Information shown Block Start

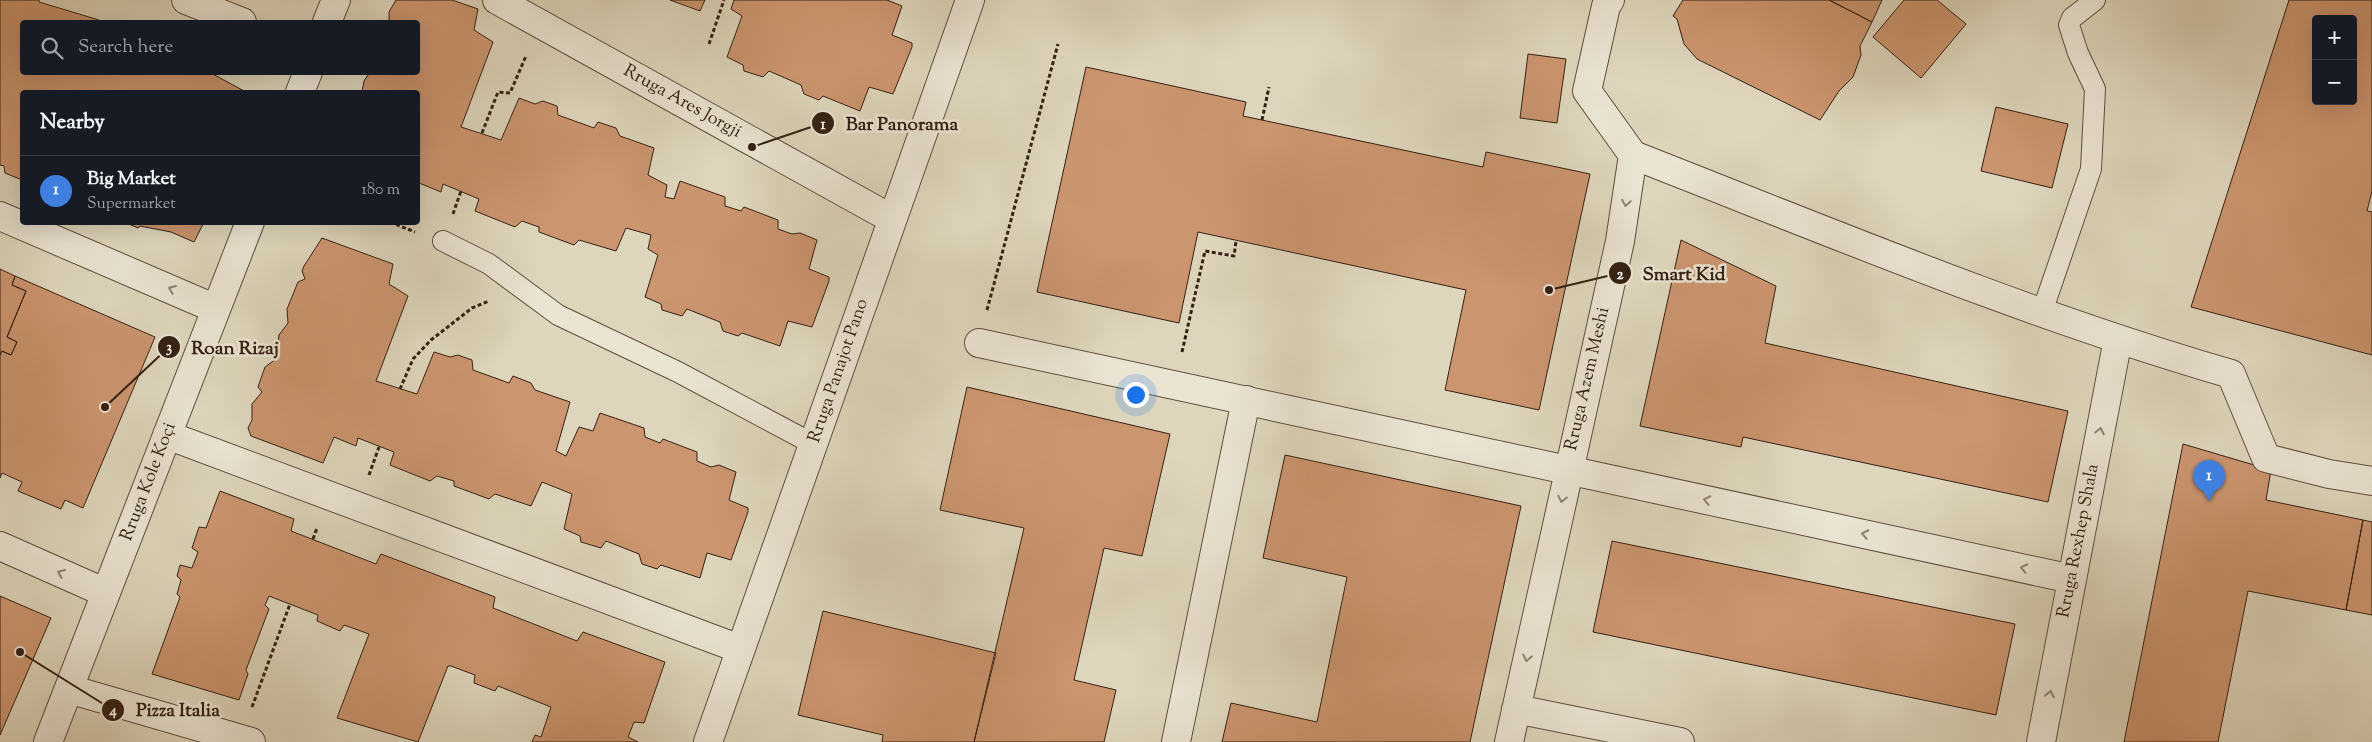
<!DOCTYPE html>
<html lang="en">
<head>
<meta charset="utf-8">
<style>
	body { margin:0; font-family:"Sorts Mill Goudy",serif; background:#242831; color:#f1f3f6 }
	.controls { position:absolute; right:15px; top:15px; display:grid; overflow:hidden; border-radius:5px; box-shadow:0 5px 20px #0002 }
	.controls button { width:45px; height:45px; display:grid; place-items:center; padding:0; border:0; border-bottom:1px solid #363941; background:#171b24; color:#f1f3f6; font:25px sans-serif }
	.you { position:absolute; left:1135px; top:394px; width:18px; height:18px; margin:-12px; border:4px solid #fff; border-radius:50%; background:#1a73e8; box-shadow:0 0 0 8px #1a73e833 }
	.badge { display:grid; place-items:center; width:32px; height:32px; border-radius:50%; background:#1a73e8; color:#fff; font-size:16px; font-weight:700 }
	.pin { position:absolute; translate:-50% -41px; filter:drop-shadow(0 1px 2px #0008) }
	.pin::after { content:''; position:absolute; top:26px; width:18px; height:15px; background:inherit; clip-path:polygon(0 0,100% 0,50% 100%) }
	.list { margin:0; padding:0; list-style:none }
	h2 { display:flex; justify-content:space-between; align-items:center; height:65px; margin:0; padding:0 20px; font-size:21px }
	h2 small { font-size:16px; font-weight:400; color:#9ea1a6 }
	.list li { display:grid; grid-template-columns:32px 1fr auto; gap:15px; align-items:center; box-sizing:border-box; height:70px; padding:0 20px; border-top:1px solid #363941 }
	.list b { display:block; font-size:19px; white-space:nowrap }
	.list p { margin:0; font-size:16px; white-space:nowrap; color:#9ea1a6 }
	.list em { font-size:16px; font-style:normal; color:#9ea1a6 }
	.icon { flex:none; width:28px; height:28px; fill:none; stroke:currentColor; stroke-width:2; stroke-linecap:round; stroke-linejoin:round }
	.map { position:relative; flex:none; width:2372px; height:742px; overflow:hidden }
	.search { position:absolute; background:#171b24; box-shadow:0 5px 20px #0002; left:20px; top:20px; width:400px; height:55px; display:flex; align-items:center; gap:12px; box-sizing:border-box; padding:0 18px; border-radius:5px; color:#9ea1a6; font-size:19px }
	.panel { position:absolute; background:#171b24; box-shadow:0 5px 20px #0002; left:20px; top:90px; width:400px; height:135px; border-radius:5px }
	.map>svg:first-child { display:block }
</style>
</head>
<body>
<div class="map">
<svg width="2372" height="742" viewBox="0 0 2372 742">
	<rect width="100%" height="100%" fill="#ded6bc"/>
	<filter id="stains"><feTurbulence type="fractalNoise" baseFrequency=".004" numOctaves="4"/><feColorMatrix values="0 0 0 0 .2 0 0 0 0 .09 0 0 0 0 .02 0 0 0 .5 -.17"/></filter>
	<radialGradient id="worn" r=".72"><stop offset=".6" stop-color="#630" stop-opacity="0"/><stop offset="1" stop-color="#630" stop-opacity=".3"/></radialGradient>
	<path fill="#cb956f" stroke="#342113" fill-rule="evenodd" d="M0,0H39V2L99,20L100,22H22V72H209L246,92H22V180L5,173L4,166L0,165Z
		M396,0H452L478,9L474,30L493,42L461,127L501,140L519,98L535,104L543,101L557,106L558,115L594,128L598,122L616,128L620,136L654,148L648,175L667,185L665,197L674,199L680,181L725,197V206L741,211L744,207L778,220V229L792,234L800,233L817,240L809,269L829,277V281L812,327L788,321L780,346L742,333L738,336L723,331L720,322L687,309L682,316L662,310L661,304L645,297L658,255L648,249L651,235L626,228L616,251L579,240L574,245L539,232V227L522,221L515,227L475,211L479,199L443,184L441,192L419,183L418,187V92H362L364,81L370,72H418V22H389V12Z
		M670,0H705L700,11Z
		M734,0H887L902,6L892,35L912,43V47L893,94L869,87L860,111L823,96L819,100L804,94L801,85L769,71L763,77L744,71L743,65L727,57L742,16L731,9Z
		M1683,0H1829L1872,22L1860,46L1861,55L1853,77L1839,91L1820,120L1697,59L1684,44L1677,19L1673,16Z
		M1829,0H1882L1872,22Z
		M1904,0H1937L1966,24L1921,78L1873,37Z
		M2289,0H2372V191L2367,211L2372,212V355L2191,307ZM2316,19H2353V101H2316Z
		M1528,54L1566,59L1557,123L1520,118Z
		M1086,67L1246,102L1243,116L1483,167L1486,152L1590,174L1539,410L1445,390L1466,290L1198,232L1179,323L1037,292Z
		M1996,107L2068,124L2052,188L1981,171Z
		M124,222H204L194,242L171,232L140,226L138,228Z
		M322,238L393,264L389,284L408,296L376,381L417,394L434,352L450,357L458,355L472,360L473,370L509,383L513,376L531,383L535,390L570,402L556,451L566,456L579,427L593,431L600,413L644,428L645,437L660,443L663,439L697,452V461L711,467L719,465L736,472L729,500L748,508V512L731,560L707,553L700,578L661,565L657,569L642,564L639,554L606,541L601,548L581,542L580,536L564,529L572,494L542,482L531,506L495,494L489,499L454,486V481L437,476L430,481L390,465L394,452L358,438L356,446L334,437L323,463L251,436L248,428L252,420V404L262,392L258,387L265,367L276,359L279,335L288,323L287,309L298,282L305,279L302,271L304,266Z
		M1681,240L1776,286L1765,343L2068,411L2048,502L1743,437L1741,447L1640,426Z
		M0,269L15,276L12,285L26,291L7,337L17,342L11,355L2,351L0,355Z
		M15,276L155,337L83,508L65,500L61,509L18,491L22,482L2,473L0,478V355L2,351L11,355L17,342L7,337L26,291L12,285Z
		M967,387L1170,434L1142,556L1104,548L1074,680L1116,690L1104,742H974L1024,528L940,510Z
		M2183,444L2271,470L2266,500L2363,520L2346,610L2248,591L2218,742H2124Z
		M1285,455L1521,506L1470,742H1222L1231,703L1317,722L1347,577L1263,558Z
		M220,491L294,519L291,531L376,564L381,554L495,597L493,608L577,641L583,632L665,662L644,723L634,722L628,737L638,742H532L535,735L541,737L551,707L498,686L495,691L474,683L475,675L451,666H448L418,742L337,718L369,634L344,625L340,631L317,621L318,615L269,596L265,605L269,609L246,670L248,674L239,700L152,674L180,597L177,594L181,580L177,576L180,565L192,568L198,552L192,548L199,527L206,528Z
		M2363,520L2372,522V615L2346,610Z
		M1612,541L2015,624L1996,715L1593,632Z
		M0,596L51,618L0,735Z
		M823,611L996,653L974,742H882L883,735L798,715Z"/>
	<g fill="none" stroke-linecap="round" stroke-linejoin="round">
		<g stroke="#5e4e3d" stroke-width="22">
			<path id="service" d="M443,241L489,264L558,315L678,372L813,444
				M2042,312L2091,169L2095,89L2078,53L2069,25L2072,18L2095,0"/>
		</g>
		<g stroke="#5e4e3d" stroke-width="30">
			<path id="pedestrian" d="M1176,742L1246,400"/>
		</g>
		<g stroke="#5e4e3d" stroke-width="30">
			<path id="minor" d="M186,0L242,22
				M497,0L892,219
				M327,22L336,0
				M300,92L308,72
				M1633,155C1830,232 2027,315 2231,374L2266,458L2329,474L2372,481
				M0,216L216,309
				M979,343L2072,579
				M167,435L740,649
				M0,546L106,593
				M69,689L251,742
				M1516,709L1680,742
				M48,742L250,222
				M708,742L970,0
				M1509,742L1620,241L1633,155L1587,91L1606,6L1610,0
				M2041,742L2118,339"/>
		</g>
		<path stroke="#342113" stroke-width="3" stroke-dasharray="4 2.5" stroke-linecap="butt" d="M709,44L724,0
			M1262,120L1269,87
			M482,133L498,92L510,93L526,56
			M453,214L461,191
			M390,222L415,232
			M987,310L1058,44
			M1182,352L1205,251L1234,256L1236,241
			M400,389L413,359L431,340L472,308L489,301
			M369,475L379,447
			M313,539L317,528
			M252,707L290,604"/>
		<use href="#service" stroke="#eae4d3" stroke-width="20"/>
		<use href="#pedestrian" stroke="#eae4d3" stroke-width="28"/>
		<use href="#minor" stroke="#eae4d3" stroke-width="28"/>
	</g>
	<defs><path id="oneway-chevron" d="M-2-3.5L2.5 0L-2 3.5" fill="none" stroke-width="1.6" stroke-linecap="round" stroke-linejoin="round" transform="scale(1.25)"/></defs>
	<g stroke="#8f8273">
		<use href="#oneway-chevron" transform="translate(1626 203) rotate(99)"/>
		<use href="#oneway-chevron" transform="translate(172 289) rotate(-157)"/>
		<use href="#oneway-chevron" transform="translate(2100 431) rotate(-79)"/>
		<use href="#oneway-chevron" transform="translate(1562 499) rotate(102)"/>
		<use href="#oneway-chevron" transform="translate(1707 500) rotate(-168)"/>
		<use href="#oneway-chevron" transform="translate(1865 534) rotate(-168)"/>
		<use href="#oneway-chevron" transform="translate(2024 568) rotate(-168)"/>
		<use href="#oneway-chevron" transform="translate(61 573) rotate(-156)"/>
		<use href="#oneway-chevron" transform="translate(1527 658) rotate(102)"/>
		<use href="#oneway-chevron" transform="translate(2050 694) rotate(-79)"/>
	</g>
	<g text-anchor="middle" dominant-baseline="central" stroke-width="5" stroke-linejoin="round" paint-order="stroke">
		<g font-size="18" fill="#342113" stroke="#eae4d3">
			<text transform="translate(682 102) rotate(29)">Rruga Ares Jorgji</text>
			<text transform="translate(839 371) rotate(-71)">Rruga Panajot Pano</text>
			<text transform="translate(1588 379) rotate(-77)">Rruga Azem Meshi</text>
			<text transform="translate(149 482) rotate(-69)">Rruga Kole Koçi</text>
			<text transform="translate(2079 541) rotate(-79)">Rruga Rexhep Shala</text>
		</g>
	</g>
	<path fill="none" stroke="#342113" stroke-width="2" d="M752 147L823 123M1549 290L1620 273M105 407L169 347M20 652L113 710"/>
	<g fill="#342113" stroke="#eae4d3" stroke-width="2">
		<circle cx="752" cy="147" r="5"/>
		<circle cx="1549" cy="290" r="5"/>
		<circle cx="105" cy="407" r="5"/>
		<circle cx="20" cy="652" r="5"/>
		<circle cx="823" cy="123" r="12"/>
		<circle cx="1620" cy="273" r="12"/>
		<circle cx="169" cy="347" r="12"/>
		<circle cx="113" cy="710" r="12"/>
	</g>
	<g font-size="15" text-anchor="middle" font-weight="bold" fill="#fff">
		<text x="823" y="129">1</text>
		<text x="1620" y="279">2</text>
		<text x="169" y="352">3</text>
		<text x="113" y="715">4</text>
	</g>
	<g font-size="19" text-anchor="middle" font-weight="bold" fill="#342113" stroke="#eae4d3" stroke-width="5" stroke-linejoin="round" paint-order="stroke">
		<text x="902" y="130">Bar Panorama</text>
		<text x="1684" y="280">Smart Kid</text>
		<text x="235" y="354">Roan Rizaj</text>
		<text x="178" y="716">Pizza Italia</text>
	</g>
	<rect width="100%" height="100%" filter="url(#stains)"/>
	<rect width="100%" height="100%" fill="url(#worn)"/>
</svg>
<div class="controls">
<button>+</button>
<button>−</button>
</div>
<div class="you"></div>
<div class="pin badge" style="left:2209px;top:501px;background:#3f7fe0">1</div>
<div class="search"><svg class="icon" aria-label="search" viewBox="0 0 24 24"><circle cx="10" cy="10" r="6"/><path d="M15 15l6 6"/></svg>Search here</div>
<section class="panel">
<h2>Nearby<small></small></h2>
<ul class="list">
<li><span class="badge" style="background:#3f7fe0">1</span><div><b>Big Market</b><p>Supermarket</p></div><em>180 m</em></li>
</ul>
</section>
</div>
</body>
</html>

Information shown Block End

#### Problem to solve:
Among the lines of the data above, find those with the word "white" and show them.

#### Exercise solution:
	.list b { display:block; font-size:19px; white-space:nowrap }
	.list p { margin:0; font-size:16px; white-space:nowrap; color:#9ea1a6 }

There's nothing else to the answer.